ファイルの数 投稿するファイルの数を変更できます→ (ファイルの参照はクリアされます)
削除キー ←英数字で8文字以内。自分の投稿内容を修正・削除する場合に使うパスワードです。
文字色
・・・枠のある画像はクリックすると拡大表示します・・・

非常勤日記 31回 投稿者:新井 明 投稿日:2013/12/25(Wed) 22:42 No.592

12月某日
生徒と一緒に雨の中、工場見学に行く。行った先は花王の工場。総合学習の一環である。化粧品の制作ラインを外から見学。その後、花王製品やそれが使われていった歴史の展示を見る。しっかりした展示で、もう少し自由に展示を見る時間が欲しかった。ちょっともったいない感じである。でも百聞は一見に如かず。勉強になった。

12月某日
2学期の終業。こちらは、まだ大学の非常勤もあり終わった気がしない。夕方から大学へ。模擬授業では、恒例のハイデガーをテーマとした授業を学生が披露。30分でハイデガーがなぜ存在を問題にしたのかを時間論を組み入れて説明。聞いていてよくわかる。日頃の勉強の成果しっかり出ていた。強風のなかコートの襟をたてて帰宅。

12月某日
ヘンデルのメサイアを聞きにゆく。バッハコレギウムジャパンの演奏。メサイアの実物を一度聞きたいと思っていた。演奏は素晴らしかった。ナチュラルトランペットがかっこ良い。ただホールが大きかったので、ちょっと拡散した面もある。これは仕方がないか。となりの若い女性いわく「これなら眠くならない」。ハレルヤのところで立つかどうか迷ったが、座って聞いた。何人かの観客はたっていた。これって経済学のテーマになりうるのではと感じた。

12月某日
学校は休業だが、出勤日数の関係で学校へ。生徒のいない学校は素敵だ。とはいえ、講習や個人面接で結構先生も生徒も登校している。総合学習の私の講座もレポート書きのために登校。昼は簡単なクリスマス会をやる。コンビニのお菓子を買って食べただけだが、こんなこともまた休みだからできることだろう。小さなケーキを乗換駅の駅ナカで二つ買って帰宅。

12月某日
部屋の引っ越しを始める。正月に娘が帰ってくるのでその準備。今の部屋も越境して居座った仮住まい。それでも本やら書類がたまった。それらを整理するのは面倒なので、今度の部屋にそのまま横滑り。まあいつかは思い切って捨てるのだろうが、それまでは一緒に移動ということか。
本日から年賀状を書き始める。プリントごっこで作ったもの。まさにアナログ人間の産物。もうプリントごっこは消耗品も含めて販売をやめているので、このスタイルでできるのも来年までか。
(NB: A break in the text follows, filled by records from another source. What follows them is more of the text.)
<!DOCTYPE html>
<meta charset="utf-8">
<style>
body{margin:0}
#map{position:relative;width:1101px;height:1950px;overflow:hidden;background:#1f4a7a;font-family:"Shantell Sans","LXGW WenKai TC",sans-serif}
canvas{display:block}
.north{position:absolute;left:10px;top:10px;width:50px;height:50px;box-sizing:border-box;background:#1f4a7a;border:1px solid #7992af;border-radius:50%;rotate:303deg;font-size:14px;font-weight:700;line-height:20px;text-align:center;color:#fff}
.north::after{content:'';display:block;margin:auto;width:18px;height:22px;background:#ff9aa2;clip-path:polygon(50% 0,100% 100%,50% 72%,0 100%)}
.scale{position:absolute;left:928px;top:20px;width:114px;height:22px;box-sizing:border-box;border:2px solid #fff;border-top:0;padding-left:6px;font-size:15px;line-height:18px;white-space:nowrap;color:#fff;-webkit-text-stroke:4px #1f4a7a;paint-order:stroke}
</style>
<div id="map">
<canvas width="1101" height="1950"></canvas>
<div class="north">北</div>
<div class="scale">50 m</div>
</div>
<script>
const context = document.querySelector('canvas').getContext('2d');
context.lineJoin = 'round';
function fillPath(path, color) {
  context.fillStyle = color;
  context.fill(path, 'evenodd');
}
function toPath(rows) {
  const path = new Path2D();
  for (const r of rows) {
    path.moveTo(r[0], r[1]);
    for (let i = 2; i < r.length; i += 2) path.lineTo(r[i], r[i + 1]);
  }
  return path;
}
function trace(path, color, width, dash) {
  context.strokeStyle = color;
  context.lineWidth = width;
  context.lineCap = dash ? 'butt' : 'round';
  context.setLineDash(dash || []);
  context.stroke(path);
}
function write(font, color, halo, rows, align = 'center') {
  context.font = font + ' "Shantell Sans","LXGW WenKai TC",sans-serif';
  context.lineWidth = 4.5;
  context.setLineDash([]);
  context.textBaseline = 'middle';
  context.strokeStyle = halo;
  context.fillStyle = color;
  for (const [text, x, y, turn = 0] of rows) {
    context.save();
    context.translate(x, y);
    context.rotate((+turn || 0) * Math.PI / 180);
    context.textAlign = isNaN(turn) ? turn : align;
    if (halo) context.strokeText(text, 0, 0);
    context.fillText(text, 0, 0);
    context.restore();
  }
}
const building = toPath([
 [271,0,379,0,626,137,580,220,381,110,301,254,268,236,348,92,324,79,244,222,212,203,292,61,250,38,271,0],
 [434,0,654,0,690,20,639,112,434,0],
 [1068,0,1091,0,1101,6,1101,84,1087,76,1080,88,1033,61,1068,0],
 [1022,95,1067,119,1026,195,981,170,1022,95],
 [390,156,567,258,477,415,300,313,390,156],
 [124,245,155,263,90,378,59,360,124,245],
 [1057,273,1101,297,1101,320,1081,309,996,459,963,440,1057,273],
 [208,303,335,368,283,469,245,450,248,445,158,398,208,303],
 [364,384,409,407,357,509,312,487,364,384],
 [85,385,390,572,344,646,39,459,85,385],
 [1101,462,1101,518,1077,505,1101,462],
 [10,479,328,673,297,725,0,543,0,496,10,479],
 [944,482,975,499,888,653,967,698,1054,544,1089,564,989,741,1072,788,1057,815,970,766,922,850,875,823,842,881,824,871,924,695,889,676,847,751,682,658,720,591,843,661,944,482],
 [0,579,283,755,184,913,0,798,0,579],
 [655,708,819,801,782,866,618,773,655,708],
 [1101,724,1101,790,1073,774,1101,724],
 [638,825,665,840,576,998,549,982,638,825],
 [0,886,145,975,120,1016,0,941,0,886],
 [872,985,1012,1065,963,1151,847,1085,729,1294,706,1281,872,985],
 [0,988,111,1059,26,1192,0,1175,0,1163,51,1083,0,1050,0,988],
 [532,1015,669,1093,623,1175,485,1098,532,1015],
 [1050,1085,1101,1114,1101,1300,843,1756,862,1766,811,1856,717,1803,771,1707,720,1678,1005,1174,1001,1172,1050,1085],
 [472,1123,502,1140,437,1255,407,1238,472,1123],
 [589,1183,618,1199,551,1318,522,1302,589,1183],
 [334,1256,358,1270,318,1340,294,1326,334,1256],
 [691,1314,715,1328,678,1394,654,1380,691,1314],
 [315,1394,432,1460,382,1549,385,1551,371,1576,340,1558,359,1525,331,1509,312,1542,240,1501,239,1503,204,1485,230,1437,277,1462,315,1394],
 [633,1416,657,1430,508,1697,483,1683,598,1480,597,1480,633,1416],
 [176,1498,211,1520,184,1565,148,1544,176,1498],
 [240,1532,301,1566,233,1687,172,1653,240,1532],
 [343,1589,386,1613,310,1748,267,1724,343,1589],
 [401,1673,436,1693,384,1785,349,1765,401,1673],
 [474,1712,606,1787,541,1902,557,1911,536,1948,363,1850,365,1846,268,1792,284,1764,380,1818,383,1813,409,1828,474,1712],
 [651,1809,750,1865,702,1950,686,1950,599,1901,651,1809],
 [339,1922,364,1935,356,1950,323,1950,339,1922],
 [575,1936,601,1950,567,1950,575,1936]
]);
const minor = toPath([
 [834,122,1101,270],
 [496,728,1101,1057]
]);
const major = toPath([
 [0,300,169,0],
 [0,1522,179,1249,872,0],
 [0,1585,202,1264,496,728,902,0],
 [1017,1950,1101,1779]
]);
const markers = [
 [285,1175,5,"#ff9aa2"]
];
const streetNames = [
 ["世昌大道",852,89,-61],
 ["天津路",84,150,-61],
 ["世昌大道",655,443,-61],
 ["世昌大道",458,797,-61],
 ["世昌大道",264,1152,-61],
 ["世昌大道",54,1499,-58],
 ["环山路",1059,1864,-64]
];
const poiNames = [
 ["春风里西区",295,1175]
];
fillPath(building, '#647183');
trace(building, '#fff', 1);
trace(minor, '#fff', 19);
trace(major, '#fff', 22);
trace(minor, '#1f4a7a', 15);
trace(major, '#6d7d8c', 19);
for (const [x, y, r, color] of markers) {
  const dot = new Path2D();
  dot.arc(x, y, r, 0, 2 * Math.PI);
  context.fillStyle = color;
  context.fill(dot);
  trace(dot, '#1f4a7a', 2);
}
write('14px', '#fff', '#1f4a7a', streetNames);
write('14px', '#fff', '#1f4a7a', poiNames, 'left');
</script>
Re: 非常勤日記 31回 新井 明 - 2013/12/25(Wed) 22:51 No.593

補足
12月某日
WSに参加のために三浦にゆく。京浜急行は先頭車両がボックス型になっていて、一番前に座り、「電車でGO!」の雰囲気を味わう。なんと写真までとってしまった。
WSの内容は報告の金子先生も、コメントと講演の加藤先生も、また質疑も素晴らしかった。休日の半日を使ってもおつりが出る気分。急いで帰宅しなければならなかったので、三崎港のマグロを食べ損なった。これは残念。WSの内容はレポートをご覧ください。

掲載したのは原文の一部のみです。